How Two Snow-White Horses Produced a Stunning Leopard-Spotted Foal

Alexis Thornton
By Alexis Thornton
July 5, 2026
How Two Snow-White Horses Produced a Stunning Leopard-Spotted Foal

Two horses stand in a paddock at Big Vine Ranch in Patterson, Georgia, both coat white from nose to tail. When the camera pans to their foal, the reaction is immediate: this cannot be right.

Jumanji, a colt born at the ranch, arrived wearing a coat that looks nothing like either of his parents. Brown, black, and white patches spread across his body in a pattern that reminded viewers online of a leopard and a giraffe in equal measure. The TikTok video showing the reveal drew more than 2,200 comments, most of them some version of "how?"

The answer sits in the genetics of both parents, and it turns out neither horse is as simple as their white coats suggest.

Meet the Parents

Jumanji's father is Pax Asgard af Pegasus, a fewspot Knabstrupper. The Knabstrupper is a Danish breed with a history stretching back to the early 19th century, known for coat patterns that can range from fully spotted to nearly white, similar in visual effect to a Dalmatian. Pax falls at the white end of the spectrum, but not because he lacks color genes.

Pax carries two copies of the LP gene, which controls a coat pattern group called the Leopard Complex. Horses that carry two LP copies, known as homozygous LP horses, typically appear mostly white with only faint spotting near the hindquarters and base of the mane. The visual result is a nearly white horse. But because Pax carries two copies, he passes one LP gene to every single foal he produces, without exception.

Jumanji's mother tells a different story. She carries two copies of the cream gene, which progressively dilutes coat color. One cream gene produces a palomino or buckskin; two cream genes dilute the coat further, pushing it toward cream or near-white. Combined with her underlying base color, those double cream genes left her looking pale enough to be easily mistaken for a white horse.

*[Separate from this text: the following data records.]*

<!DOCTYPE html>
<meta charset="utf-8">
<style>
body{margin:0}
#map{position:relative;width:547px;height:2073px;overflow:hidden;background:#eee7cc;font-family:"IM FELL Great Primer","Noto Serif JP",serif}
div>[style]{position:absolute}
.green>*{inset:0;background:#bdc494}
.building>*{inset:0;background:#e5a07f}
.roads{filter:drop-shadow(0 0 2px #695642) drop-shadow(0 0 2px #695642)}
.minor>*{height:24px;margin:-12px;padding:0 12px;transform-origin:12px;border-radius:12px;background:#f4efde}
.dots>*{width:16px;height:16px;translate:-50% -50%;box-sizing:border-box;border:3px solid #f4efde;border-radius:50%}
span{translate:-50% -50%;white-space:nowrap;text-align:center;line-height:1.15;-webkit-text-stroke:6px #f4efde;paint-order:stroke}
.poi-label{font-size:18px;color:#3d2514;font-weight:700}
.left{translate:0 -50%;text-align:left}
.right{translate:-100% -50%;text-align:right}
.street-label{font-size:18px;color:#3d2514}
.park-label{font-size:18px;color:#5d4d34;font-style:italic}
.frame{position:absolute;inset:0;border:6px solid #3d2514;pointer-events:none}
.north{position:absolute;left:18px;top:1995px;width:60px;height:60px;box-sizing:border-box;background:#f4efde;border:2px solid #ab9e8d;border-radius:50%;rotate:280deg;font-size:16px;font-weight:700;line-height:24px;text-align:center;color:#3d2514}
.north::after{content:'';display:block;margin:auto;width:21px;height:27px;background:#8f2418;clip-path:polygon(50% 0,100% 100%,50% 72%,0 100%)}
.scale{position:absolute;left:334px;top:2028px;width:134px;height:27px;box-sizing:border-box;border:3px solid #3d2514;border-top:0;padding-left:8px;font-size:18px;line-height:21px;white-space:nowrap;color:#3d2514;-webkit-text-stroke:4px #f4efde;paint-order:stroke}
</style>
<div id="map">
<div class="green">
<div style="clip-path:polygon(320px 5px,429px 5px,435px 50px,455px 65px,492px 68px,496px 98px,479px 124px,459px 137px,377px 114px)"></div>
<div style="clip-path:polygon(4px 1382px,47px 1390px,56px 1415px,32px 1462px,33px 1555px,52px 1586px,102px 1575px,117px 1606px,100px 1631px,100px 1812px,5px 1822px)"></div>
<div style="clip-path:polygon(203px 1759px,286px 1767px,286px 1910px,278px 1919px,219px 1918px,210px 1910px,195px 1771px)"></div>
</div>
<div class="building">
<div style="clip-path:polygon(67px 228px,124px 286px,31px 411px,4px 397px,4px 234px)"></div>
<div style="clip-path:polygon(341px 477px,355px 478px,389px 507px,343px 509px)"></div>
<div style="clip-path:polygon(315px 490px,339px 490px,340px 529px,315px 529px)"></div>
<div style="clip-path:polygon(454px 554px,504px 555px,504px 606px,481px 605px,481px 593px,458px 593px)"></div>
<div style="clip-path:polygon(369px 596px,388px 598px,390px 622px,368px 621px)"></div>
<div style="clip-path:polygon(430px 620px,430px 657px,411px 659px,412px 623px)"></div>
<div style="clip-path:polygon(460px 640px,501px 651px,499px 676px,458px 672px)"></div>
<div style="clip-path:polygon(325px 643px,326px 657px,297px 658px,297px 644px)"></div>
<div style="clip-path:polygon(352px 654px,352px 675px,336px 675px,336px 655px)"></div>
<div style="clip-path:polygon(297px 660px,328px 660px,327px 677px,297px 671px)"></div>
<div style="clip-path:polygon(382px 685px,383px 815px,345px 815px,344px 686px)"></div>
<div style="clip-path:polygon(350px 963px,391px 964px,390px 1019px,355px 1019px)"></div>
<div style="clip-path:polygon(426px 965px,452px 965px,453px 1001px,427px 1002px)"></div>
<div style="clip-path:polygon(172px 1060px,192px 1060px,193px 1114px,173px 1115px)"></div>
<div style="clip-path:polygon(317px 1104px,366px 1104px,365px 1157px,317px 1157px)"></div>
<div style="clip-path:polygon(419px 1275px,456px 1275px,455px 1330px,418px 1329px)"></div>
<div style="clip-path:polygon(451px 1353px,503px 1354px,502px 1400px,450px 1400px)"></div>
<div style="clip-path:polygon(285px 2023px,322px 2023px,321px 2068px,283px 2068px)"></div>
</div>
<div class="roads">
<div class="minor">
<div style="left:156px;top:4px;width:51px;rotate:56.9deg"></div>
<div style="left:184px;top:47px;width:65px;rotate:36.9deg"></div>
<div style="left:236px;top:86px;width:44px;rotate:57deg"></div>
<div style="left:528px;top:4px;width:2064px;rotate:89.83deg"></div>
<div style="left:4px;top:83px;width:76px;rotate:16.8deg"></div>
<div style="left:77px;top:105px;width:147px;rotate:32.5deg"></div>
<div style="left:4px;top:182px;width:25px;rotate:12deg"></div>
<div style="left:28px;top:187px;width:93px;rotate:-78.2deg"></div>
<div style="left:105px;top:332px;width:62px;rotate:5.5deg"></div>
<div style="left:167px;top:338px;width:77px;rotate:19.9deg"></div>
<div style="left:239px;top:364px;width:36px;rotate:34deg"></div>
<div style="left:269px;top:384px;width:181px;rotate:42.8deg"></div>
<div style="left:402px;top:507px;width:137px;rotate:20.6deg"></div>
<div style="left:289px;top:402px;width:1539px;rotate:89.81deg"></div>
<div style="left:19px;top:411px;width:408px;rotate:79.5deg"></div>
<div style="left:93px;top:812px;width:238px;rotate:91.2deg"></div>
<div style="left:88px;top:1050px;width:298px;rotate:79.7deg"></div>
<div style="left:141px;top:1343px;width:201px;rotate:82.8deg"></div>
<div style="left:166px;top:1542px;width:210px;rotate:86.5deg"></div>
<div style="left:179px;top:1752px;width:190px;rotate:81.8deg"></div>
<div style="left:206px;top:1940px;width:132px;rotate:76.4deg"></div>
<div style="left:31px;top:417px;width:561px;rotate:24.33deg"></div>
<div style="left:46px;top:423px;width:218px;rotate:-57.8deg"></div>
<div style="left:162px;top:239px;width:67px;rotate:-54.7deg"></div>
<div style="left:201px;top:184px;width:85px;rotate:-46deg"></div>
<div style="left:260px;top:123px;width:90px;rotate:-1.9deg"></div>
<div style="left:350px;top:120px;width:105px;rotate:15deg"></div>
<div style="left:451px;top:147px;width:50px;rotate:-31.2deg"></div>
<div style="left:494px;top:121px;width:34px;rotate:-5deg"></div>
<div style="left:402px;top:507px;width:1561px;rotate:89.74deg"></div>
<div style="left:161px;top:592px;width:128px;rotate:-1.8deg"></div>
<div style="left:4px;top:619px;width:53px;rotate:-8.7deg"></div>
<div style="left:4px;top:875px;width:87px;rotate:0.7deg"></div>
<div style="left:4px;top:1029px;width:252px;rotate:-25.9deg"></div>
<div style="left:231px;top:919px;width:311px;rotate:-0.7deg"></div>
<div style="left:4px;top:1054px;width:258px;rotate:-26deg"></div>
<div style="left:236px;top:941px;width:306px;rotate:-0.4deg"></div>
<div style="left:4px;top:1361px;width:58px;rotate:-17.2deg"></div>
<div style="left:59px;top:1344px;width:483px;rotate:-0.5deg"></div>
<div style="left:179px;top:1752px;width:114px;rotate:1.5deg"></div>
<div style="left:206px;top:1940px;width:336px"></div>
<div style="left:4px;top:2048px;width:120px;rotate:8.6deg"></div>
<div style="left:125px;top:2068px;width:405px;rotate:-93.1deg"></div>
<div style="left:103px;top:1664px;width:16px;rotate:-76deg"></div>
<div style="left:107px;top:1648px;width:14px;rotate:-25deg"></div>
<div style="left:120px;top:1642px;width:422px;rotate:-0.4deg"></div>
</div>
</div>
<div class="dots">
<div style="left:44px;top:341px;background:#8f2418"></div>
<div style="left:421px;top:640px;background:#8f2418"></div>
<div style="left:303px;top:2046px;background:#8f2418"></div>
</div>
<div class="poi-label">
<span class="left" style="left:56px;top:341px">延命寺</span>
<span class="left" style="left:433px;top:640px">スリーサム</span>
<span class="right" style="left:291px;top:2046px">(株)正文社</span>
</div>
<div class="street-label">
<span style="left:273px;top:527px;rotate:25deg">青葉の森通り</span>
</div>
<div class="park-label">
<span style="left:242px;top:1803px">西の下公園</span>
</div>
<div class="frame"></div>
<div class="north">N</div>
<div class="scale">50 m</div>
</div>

Hidden Genes, Visible Surprise

Jumanji the buckskin leopard foal shown at Big Vine Ranch in Patterson, Georgia, whose coat drew over 2,200 comments on TikTok after the ranch posted a genetics reveal video showing how two white horses produced a dramatically spotted offspring.
Credit: Jumanji's coat drew more than 2,200 TikTok comments — most of them some version of 'how?' The answer, it turns out, was hidden in both parents all along. (Big Vine Ranch/TikTok)

This is the mechanism behind the surprise. Pax's white appearance hides the LP spotting gene that guarantees spotted offspring. The mother's pale appearance hides a cream dilution that passes directly to her foals. When the two genes came together in Jumanji, he got one LP spotting gene from his father and one cream gene from his mother.

The result is what horse breeders call a buckskin leopard: a base coat diluted to a warm gold by the cream gene, then overlaid with dark spots produced by the LP gene. On a lighter base coat, those spots appear with striking contrast. The owners of Big Vine Ranch described it as "a custom paint package that combines the best of both worlds."

The UC Davis Veterinary Genetics Laboratory, which provides genetic testing for horse breeders, describes Leopard Complex as a group of coat patterns ranging from a few isolated spots to full leopard coverage. The specific pattern that appears depends on how many LP copies a horse carries and what base color lies underneath. When breeders know both parents' underlying genetics, results like Jumanji are not a surprise. To everyone else watching, the reveal lands like a magic trick.

Why the Internet Could Not Look Away

Big Vine Ranch posted the reveal as a genetics lesson as much as a cute animal video. Their caption walked through each parent's hidden genetic contribution before showing the foal, letting viewers do the math before seeing the answer.

The comments delivered anyway. "So two ghosts produced a giraffe," one viewer wrote. Another suggested that "mom's got some explaining to do." A third simply called Jumanji one of the most beautiful horses they had ever seen.

The owners wrapped it up simply: "Genetics can be pretty amazing."

The same principle behind Jumanji's appearance, hidden gene combinations producing offspring that look nothing like either parent, is what makes horse coat genetics one of the more studied and surprising fields in animal science. It is also why breeders who track the underlying genetics are rarely as astonished as the rest of the internet, even when the foal looks like it belongs in a different species.

Jumanji, for his part, appears untroubled by the confusion. He has a farm in Georgia, two white parents who understand exactly why he looks the way he does, and a name that fits.